Oregon Parks and Recreation considers changes to e-bike rules

Woman riding a Class 2 e-bike (throttle-assist, 20 mph top speed) on the Historic Columbia River Highway State Trail. (Photo: Jonathan Maus/BikePortland)

Oregon Parks and Recreation Department (OPRD) has launched a project to consider new rules for electric bike use in campgrounds, beaches and other parks facilities.

The effort comes as e-bike use has skyrocketed statewide and a new law that clarified e-bike types was passed by the Oregon Legislature last session.

You’ll recall in 2017 we reported on an unfortunate wrinkle in OPRD rules that meant bikes with battery motors were technically not allowed on the popular bike paths throughout the State Park system. That legal glitch was cleared up in 2018 when the State Parks Commission approved a new administrative rule that allowed e-bikes to be ridden on trails and roads wider than eight feet unless otherwise posted.

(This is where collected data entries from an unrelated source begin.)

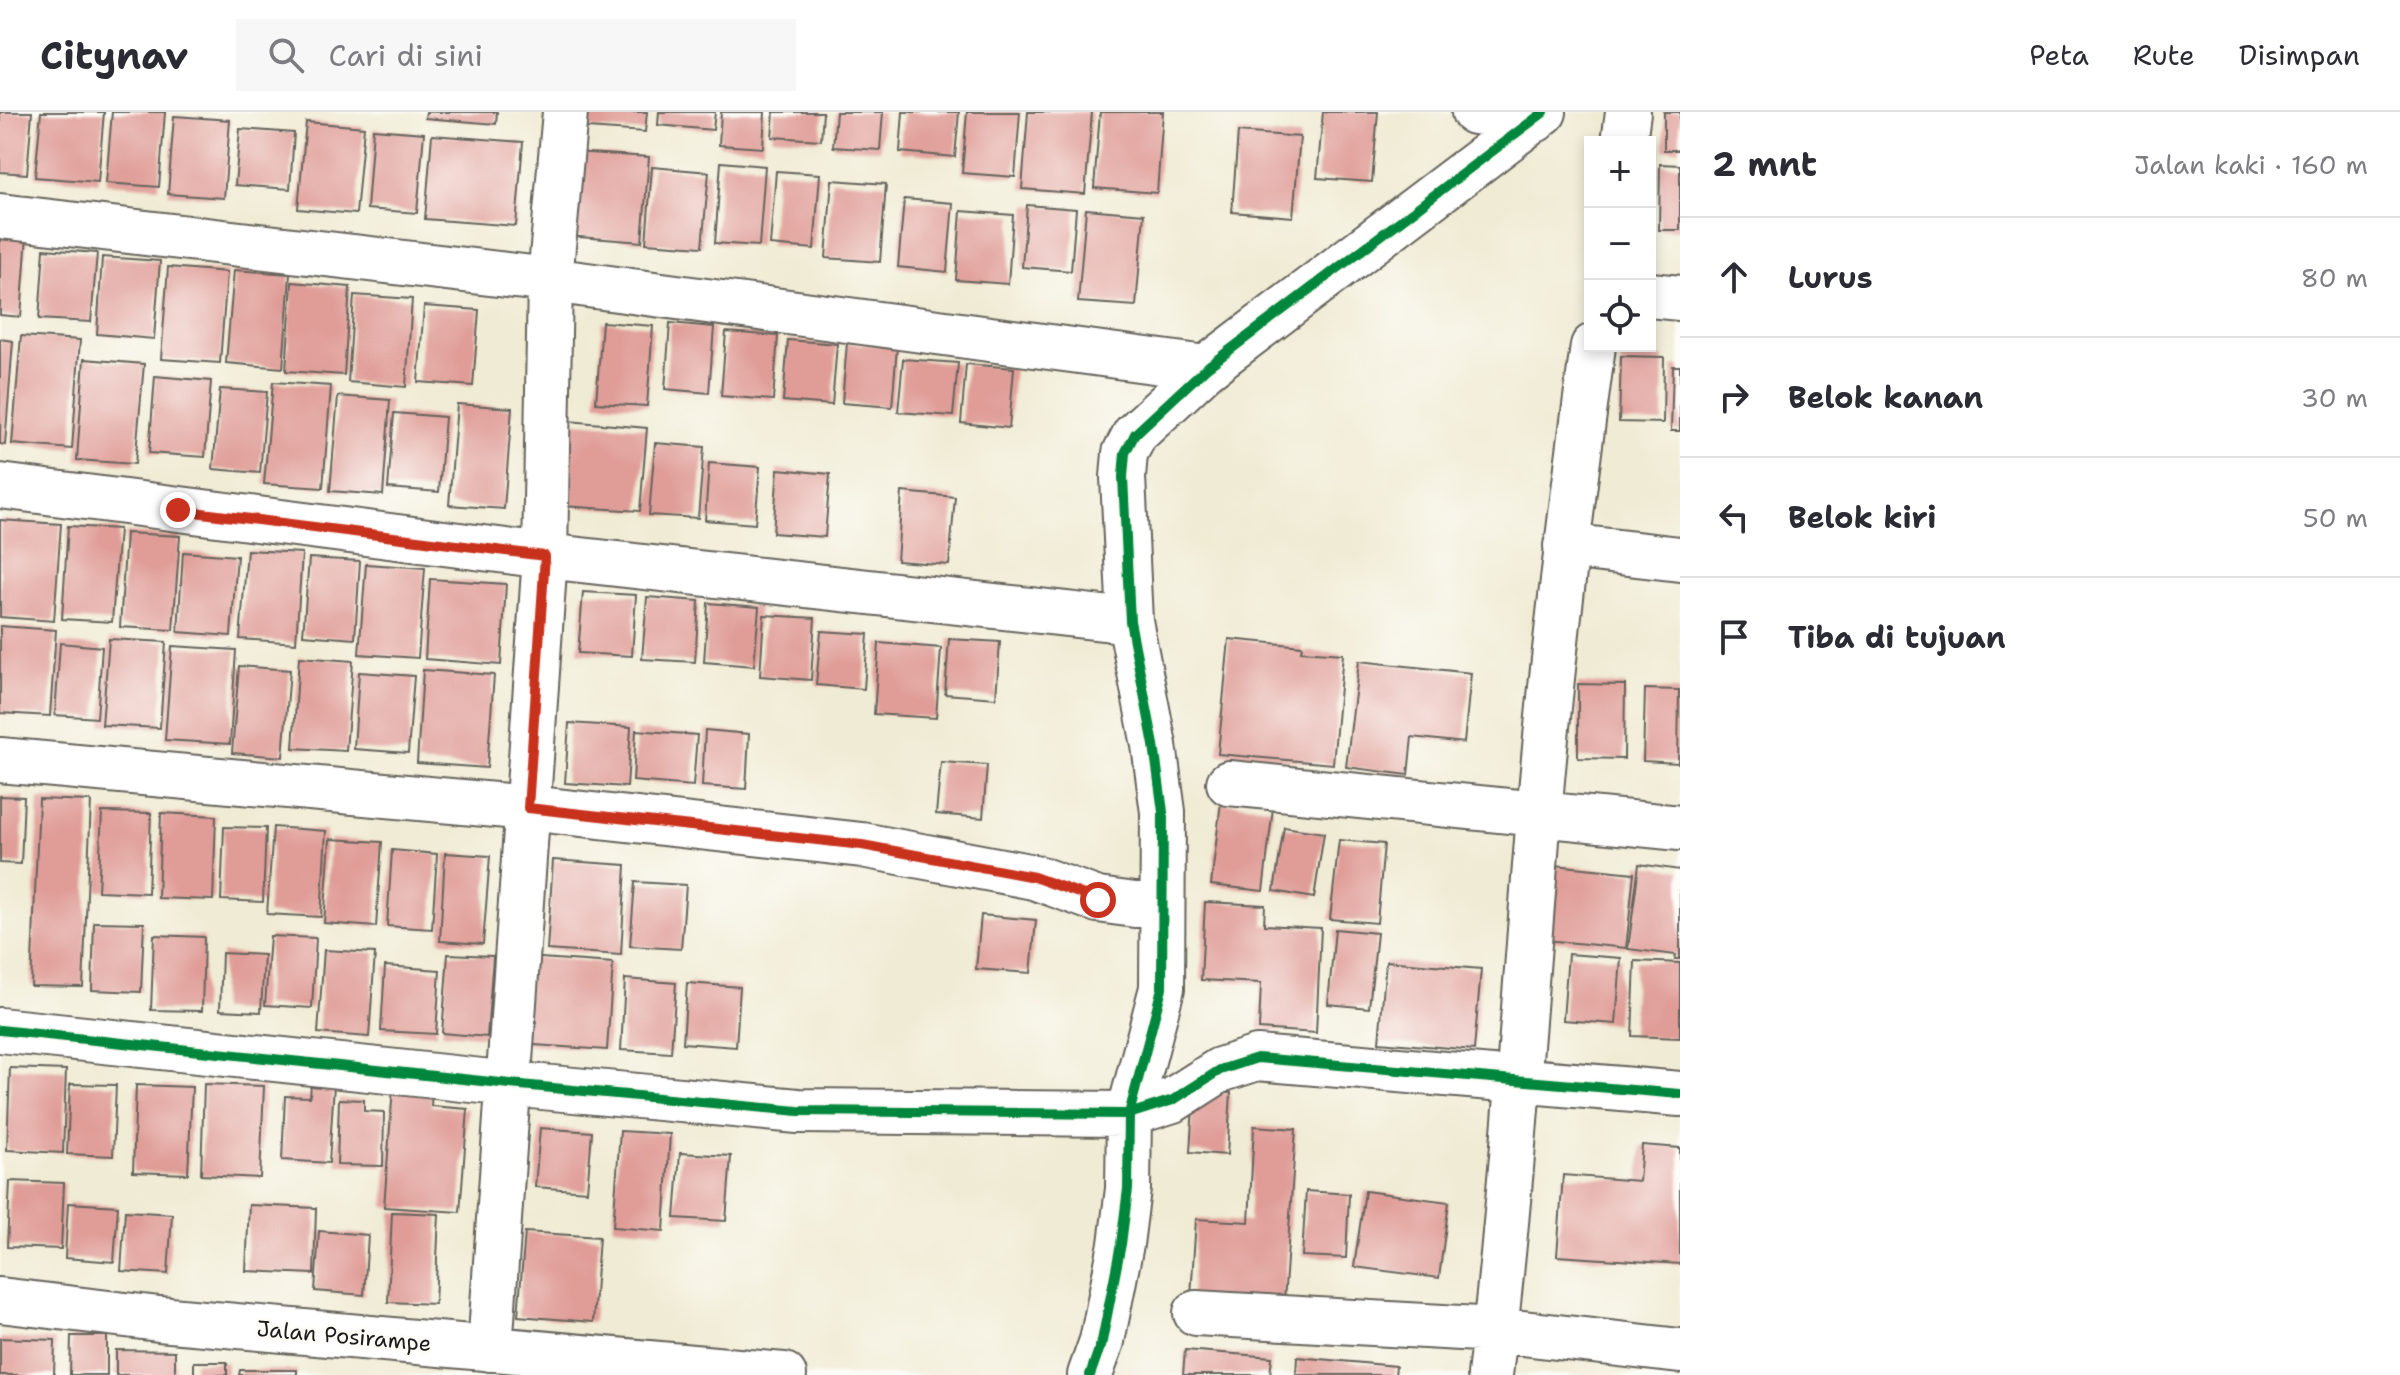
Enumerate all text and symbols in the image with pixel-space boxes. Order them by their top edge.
search box [236,19,796,91]
text: Citynav [40,30,188,81]
icon: search [264,33,308,77]
text: Cari di sini [328,35,483,76]
text: Peta [2029,36,2089,74]
text: Rute [2133,36,2195,74]
text: Disimpan [2239,36,2360,74]
map controls [1584,136,1656,352]
button: + [1584,136,1656,208]
text: 2 mnt [1712,141,1817,187]
text: Jalan kaki · 160 m [2134,147,2368,182]
button: − [1584,208,1656,280]
icon: ahead [1712,255,1756,299]
text: Lurus [1788,257,1873,298]
text: 80 m [2301,260,2368,295]
button: locate [1584,280,1656,352]
icon: right [1712,375,1756,419]
text: Belok kanan [1788,377,1983,418]
text: 30 m [2301,380,2368,415]
route end [160,492,196,528]
icon: left [1712,495,1756,539]
text: Belok kiri [1788,497,1936,538]
text: 50 m [2303,500,2368,535]
icon: arrive [1712,615,1756,659]
text: Tiba di tujuan [1788,617,2006,658]
route start [1080,882,1116,918]
street label: Jalan Posirampe [255,1314,433,1358]

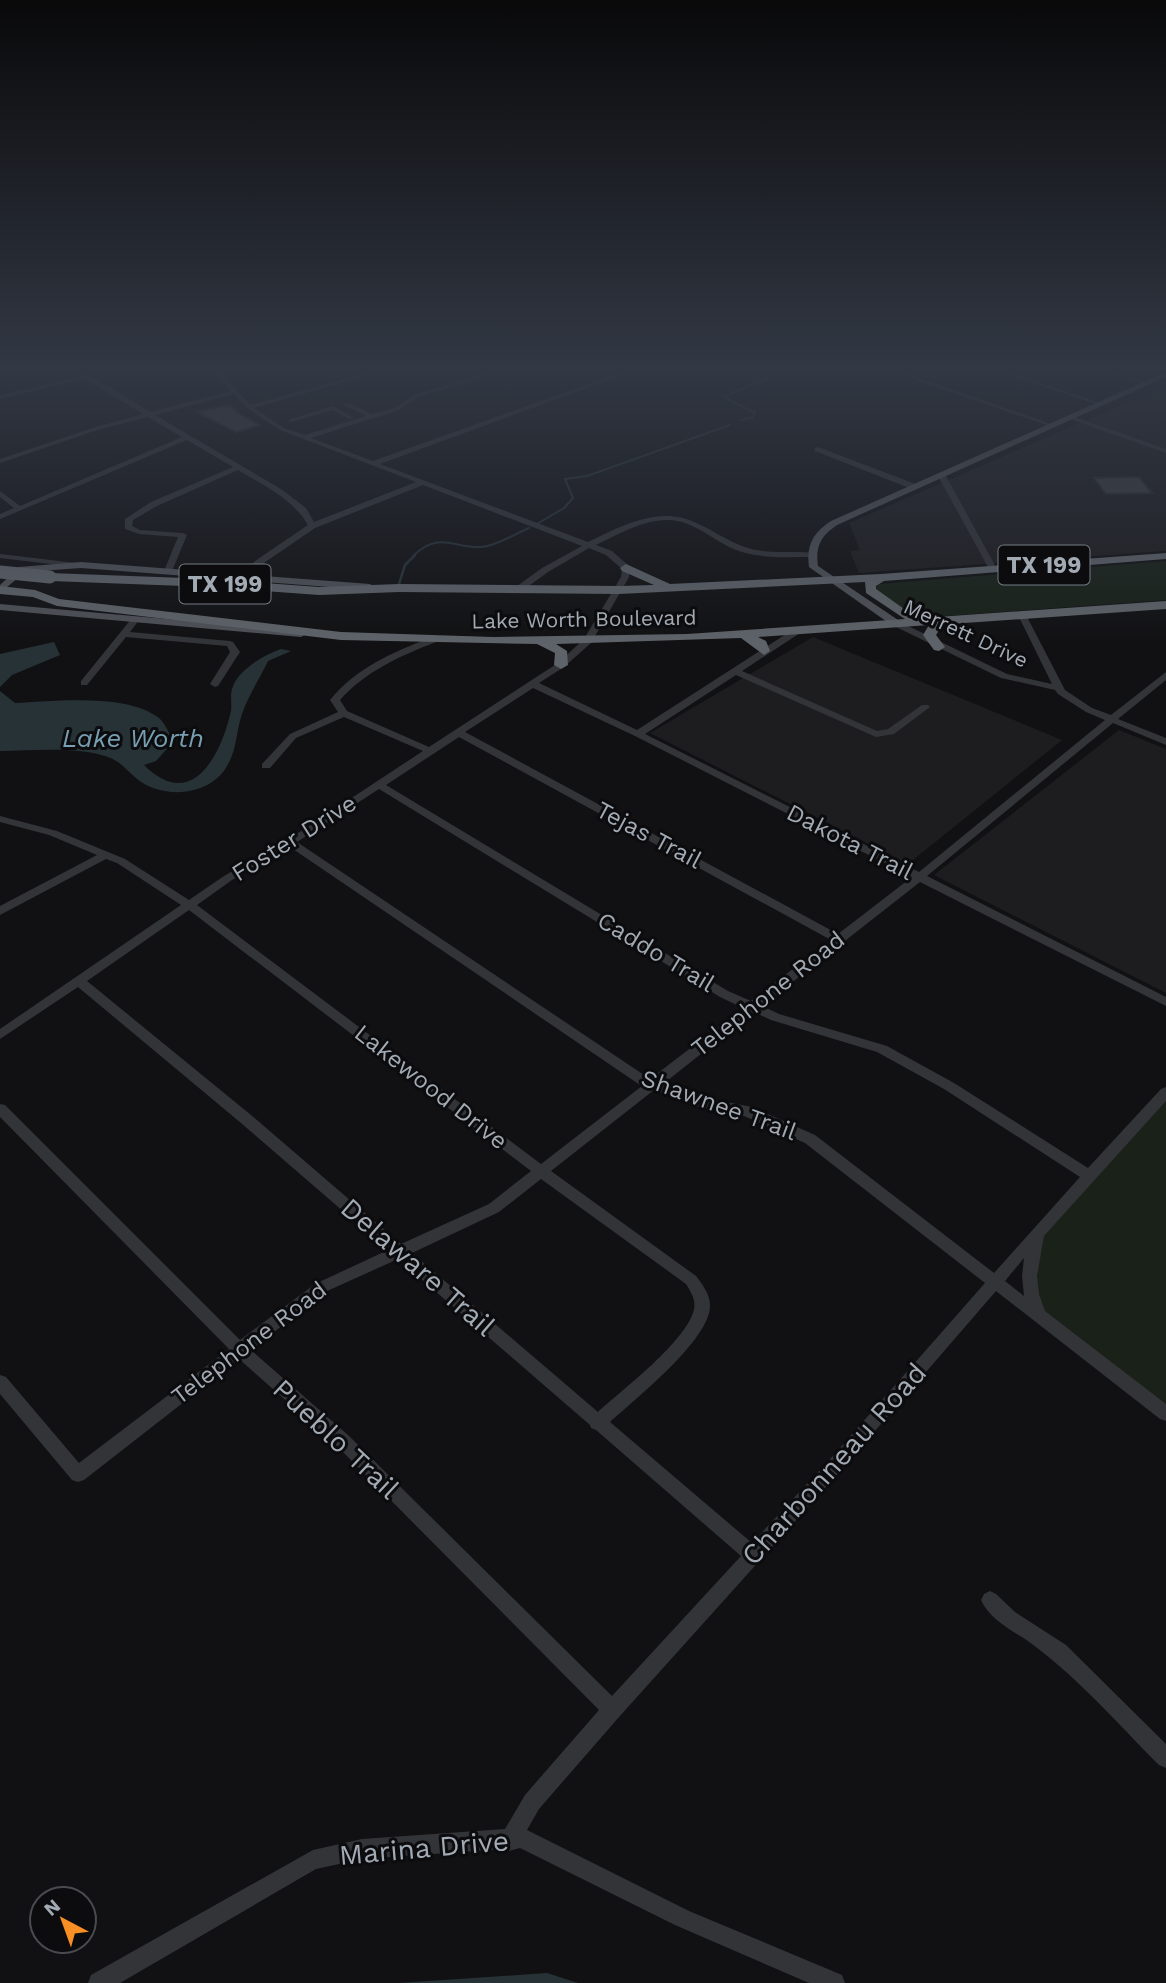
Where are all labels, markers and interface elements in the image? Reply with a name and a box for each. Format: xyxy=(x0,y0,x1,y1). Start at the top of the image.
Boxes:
road number: TX 199 xyxy=(998,545,1090,584)
road number: TX 199 xyxy=(180,564,270,604)
street label: Merrett Drive xyxy=(900,593,1032,673)
street label: Lake Worth Boulevard xyxy=(471,605,697,633)
water label: Lake Worth xyxy=(62,723,204,753)
street label: Foster Drive xyxy=(227,789,361,887)
street label: Tejas Trail xyxy=(591,796,707,875)
street label: Dakota Trail xyxy=(782,798,919,886)
street label: Caddo Trail xyxy=(592,906,720,998)
street label: Telephone Road xyxy=(686,926,850,1062)
street label: Lakewood Drive xyxy=(349,1019,513,1155)
street label: Shawnee Trail xyxy=(637,1064,801,1146)
street label: Delaware Trail xyxy=(334,1191,502,1343)
street label: Telephone Road xyxy=(166,1276,332,1410)
street label: Charbonneau Road xyxy=(735,1356,933,1572)
street label: Pueblo Trail xyxy=(266,1372,406,1506)
street label: Marina Drive xyxy=(338,1824,510,1872)
north arrow xyxy=(28,1885,98,1955)
text: N xyxy=(39,1894,65,1921)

Now they seek to re-evaluate the rules to account for different types of e-bikes and different trail types. According to OPRD, the resulting change in rules is expected to be made later this year and could, “expand, limit or continue where e-bikes can be used.”

(Keep in mind, Oregon parks are managed with Oregon Administrative Rules (OAR), not the Oregon Vehicle Code.)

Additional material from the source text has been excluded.